How to get the weekday from day of month using PySpark

Question

I have a dataframe log_df:

I generate a new dataframe based on the following code:

from pyspark.sql.functions import split, regexp_extract 
split_log_df = log_df.select(regexp_extract('value', r'^([^\s]+\s)', 1).alias('host'),
                          regexp_extract('value', r'^.*\[(\d\d/\w{3}/\d{4}:\d{2}:\d{2}:\d{2} -\d{4})]', 1).alias('timestamp'),
                          regexp_extract('value', r'^.*"\w+\s+([^\s]+)\s+HTTP.*"', 1).alias('path'),
                          regexp_extract('value', r'^.*"\s+([^\s]+)', 1).cast('integer').alias('status'),
                          regexp_extract('value', r'^.*\s+(\d+)$', 1).cast('integer').alias('content_size'))
split_log_df.show(10, truncate=False)

the new dataframe is like:

I need another column showing the dayofweek, what would be the best elegant way to create it? ideally just adding a udf like field in the select.

Updated: my question is different than the one in the comment, what I need is to make the calculation based on a string in log_df, not based on the timestamp like the comment, so this is not a duplicate question.

Write a UDF python function that uses the python datetime module and parse out the timestamp column. — OneCricketeer
– OneCricketeer, Commented Aug 13, 2016 at 3:38
@cricket_007 that's exactly what I am asking for help here, thanks. — mdivk
– mdivk, Commented Aug 13, 2016 at 10:04
You could reformat / cast the timestamp column into a Date format that Spark accepts... Then this question practically is a duplicate.
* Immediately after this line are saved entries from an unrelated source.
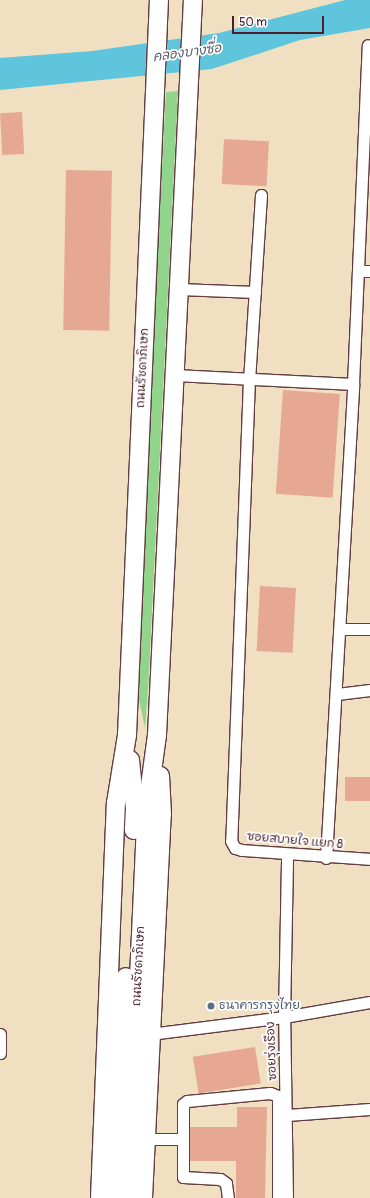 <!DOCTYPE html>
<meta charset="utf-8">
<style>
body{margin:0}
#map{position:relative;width:370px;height:1198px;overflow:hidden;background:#f0e0c1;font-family:Pangolin,"Playpen Sans Thai",sans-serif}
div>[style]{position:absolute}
.green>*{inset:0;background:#91d48c}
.water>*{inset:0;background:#5fc5dd}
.building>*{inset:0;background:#e7a893;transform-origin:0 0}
.roads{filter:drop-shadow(1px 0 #633c42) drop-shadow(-1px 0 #633c42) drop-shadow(0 1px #633c42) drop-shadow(0 -1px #633c42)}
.street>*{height:11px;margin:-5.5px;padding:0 5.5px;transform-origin:5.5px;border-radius:5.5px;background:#fff}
.primary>*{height:18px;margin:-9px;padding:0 9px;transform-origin:9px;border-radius:9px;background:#fff}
.dots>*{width:11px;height:11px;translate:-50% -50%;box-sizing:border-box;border:2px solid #fff;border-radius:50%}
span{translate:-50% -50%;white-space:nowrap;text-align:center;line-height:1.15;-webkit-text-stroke:3.5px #fff;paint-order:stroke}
.street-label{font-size:12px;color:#4a1f2b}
.service-label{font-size:12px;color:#4e5e75}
.left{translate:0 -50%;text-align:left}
.water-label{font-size:13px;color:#515969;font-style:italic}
.scale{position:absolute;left:232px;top:16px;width:92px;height:18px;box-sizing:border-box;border:2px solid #4a1f2b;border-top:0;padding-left:5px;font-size:12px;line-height:14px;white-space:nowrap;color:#4a1f2b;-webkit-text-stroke:3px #fff;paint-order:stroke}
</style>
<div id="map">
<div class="green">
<i style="clip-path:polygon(178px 91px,148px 690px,145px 728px,135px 680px,166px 92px)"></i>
</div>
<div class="water">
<i style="clip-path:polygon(345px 0,370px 0,370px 28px,300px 40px,212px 69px,0 90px,0 58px,92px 51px,219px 33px)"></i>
</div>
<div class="building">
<i style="left:22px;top:112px;width:42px;height:22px;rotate:87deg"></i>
<i style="left:224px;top:139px;width:45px;height:45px;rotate:3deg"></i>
<i style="left:66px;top:170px;width:46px;height:160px;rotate:1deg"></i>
<i style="left:283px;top:390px;width:57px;height:104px;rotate:4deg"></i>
<i style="left:260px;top:586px;width:36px;height:65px;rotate:3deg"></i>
<i style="left:345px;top:777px;width:25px;height:24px"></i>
<i style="left:255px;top:1047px;width:37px;height:63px;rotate:81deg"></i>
<i style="clip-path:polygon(237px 1107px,267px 1107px,265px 1198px,236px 1198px,236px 1161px,190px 1161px,190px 1127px,237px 1127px)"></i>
</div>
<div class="roads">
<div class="street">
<i style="left:261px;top:195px;width:184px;rotate:93.7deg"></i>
<i style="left:249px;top:379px;width:462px;rotate:92.2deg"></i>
<i style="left:231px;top:841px;width:8px;rotate:60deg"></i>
<i style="left:235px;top:848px;width:7px;rotate:16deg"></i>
<i style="left:242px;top:850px;width:128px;rotate:4deg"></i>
<i style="left:358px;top:271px;width:12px"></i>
<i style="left:179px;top:289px;width:76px;rotate:2.3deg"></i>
<i style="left:175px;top:375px;width:178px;rotate:2.9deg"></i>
<i style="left:340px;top:629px;width:30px"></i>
<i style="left:337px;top:694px;width:33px;rotate:-7deg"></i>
<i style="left:326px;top:858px;width:475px;rotate:-86.7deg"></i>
<i style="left:353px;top:384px;width:339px;rotate:-87.5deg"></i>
<i style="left:0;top:1034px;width:19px;rotate:90deg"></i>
<i style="left:150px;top:1034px;width:135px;rotate:-7.2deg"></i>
<i style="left:284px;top:1017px;width:87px;rotate:-9.9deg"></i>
<i style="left:287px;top:1115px;width:83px;rotate:-4.1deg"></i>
<i style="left:145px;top:1139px;width:37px"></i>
<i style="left:228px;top:1198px;width:15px;rotate:-98deg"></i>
<i style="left:226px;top:1183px;width:7px;rotate:-146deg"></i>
<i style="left:220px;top:1179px;width:37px;rotate:-177deg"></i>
<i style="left:183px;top:1177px;width:73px;rotate:-90deg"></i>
<i style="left:183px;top:1104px;width:5px;rotate:-37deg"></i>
<i style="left:187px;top:1101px;width:83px;rotate:-5.5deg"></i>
<i style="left:270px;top:1093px;width:9px;rotate:21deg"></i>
<i style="left:278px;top:1096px;width:102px;rotate:90deg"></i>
<i style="left:287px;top:1198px;width:181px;rotate:-90.9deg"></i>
<i style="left:284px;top:1017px;width:163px;rotate:-88.9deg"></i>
</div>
<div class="primary">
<i style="left:130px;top:760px;width:48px;rotate:84.1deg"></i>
<i style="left:135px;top:808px;width:22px;rotate:93deg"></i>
<i style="left:100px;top:1198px;width:395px;rotate:-87.7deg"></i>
<i style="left:116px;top:803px;width:69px;rotate:-80.8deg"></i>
<i style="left:127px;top:735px;width:736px;rotate:-87.51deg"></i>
<i style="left:115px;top:1198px;width:221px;rotate:-87.2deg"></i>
<i style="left:129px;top:1198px;width:390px;rotate:-87.4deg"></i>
<i style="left:147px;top:808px;width:74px;rotate:-82.2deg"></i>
<i style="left:157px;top:735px;width:736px;rotate:-87.2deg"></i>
<i style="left:143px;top:1198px;width:384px;rotate:-87.2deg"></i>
<i style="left:162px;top:814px;width:38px;rotate:-93deg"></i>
</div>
</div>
<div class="dots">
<i style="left:211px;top:1006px;background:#5c6f8a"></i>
</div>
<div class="street-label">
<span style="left:143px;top:368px;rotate:-87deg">ถนนรัชดาภิเษก</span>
<span style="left:295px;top:841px;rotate:5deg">ซอยสบายใจ แยก 8</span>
<span style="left:139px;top:966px;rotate:-87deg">ถนนรัชดาภิเษก</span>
<span style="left:272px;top:1051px;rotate:-92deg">ซอยรุ่งเรือง</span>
</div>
<div class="service-label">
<span class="left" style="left:219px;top:1006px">ธนาคารกรุงไทย</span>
</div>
<div class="water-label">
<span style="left:187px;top:53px;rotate:-8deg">คลองบางซื่อ</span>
</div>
<div class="scale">50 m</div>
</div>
And you don't need to regex extract the date string, it has a standard format that you can use datetime.strptime for — OneCricketeer
– OneCricketeer, Commented Aug 13, 2016 at 14:10
@cricket_007 Thanks. Can you provide your full script here? I am really not satisfied with my own solution posted below here — mdivk
– mdivk, Commented Aug 13, 2016 at 18:45

ZygD · Accepted Answer · 2025-06-18 10:38:01Z

45

I suggest a bit different method

from pyspark.sql.functions import date_format
df.select(
    'capturetime',
    date_format('capturetime', 'u').alias('dow_number'),
    date_format('capturetime', 'E').alias('dow_string'))
df3.show()

It gives ...

+--------------------+----------+----------+
|         capturetime|dow_number|dow_string|
+--------------------+----------+----------+
|2017-06-05 10:05:...|         1|       Mon|
|2017-06-05 10:05:...|         1|       Mon|
|2017-06-05 10:05:...|         1|       Mon|
|2017-06-05 10:05:...|         1|       Mon|
|2017-06-05 10:05:...|         1|       Mon|
|2017-06-05 10:05:...|         1|       Mon|
|2017-06-05 10:05:...|         1|       Mon|
|2017-06-05 10:05:...|         1|       Mon|

edited Jun 18, 2025 at 10:38

ZygD

24.8k41 gold badges108 silver badges145 bronze badges

answered Jun 7, 2017 at 18:13

Karel Marik

1,12111 silver badges16 bronze badges

Sign up to request clarification or add additional context in comments.

3 Comments

Laurynas G Over a year ago

is 'u' option gone?

MikA Over a year ago

Looks like so, in spark 3.0 'u' is not there, spark.apache.org/docs/latest/sql-ref-datetime-pattern.html. Spark 3.0 is suggesting to set spark.sql.legacy.timeParserPolicy to LEGACY to get old behavior.

Chris Over a year ago

You can use "E" to get the string version of day-of-week, spark.apache.org/docs/latest/sql-ref-datetime-pattern.html

Graeme Tate · Accepted Answer · 2021-06-17 11:56:59Z

Since Spark 2.3 you can use the dayofweek function https://spark.apache.org/docs/latest/api/python/reference/api/pyspark.sql.functions.dayofweek.html

from pyspark.sql.functions import dayofweek
df.withColumn('day_of_week', dayofweek('my_timestamp'))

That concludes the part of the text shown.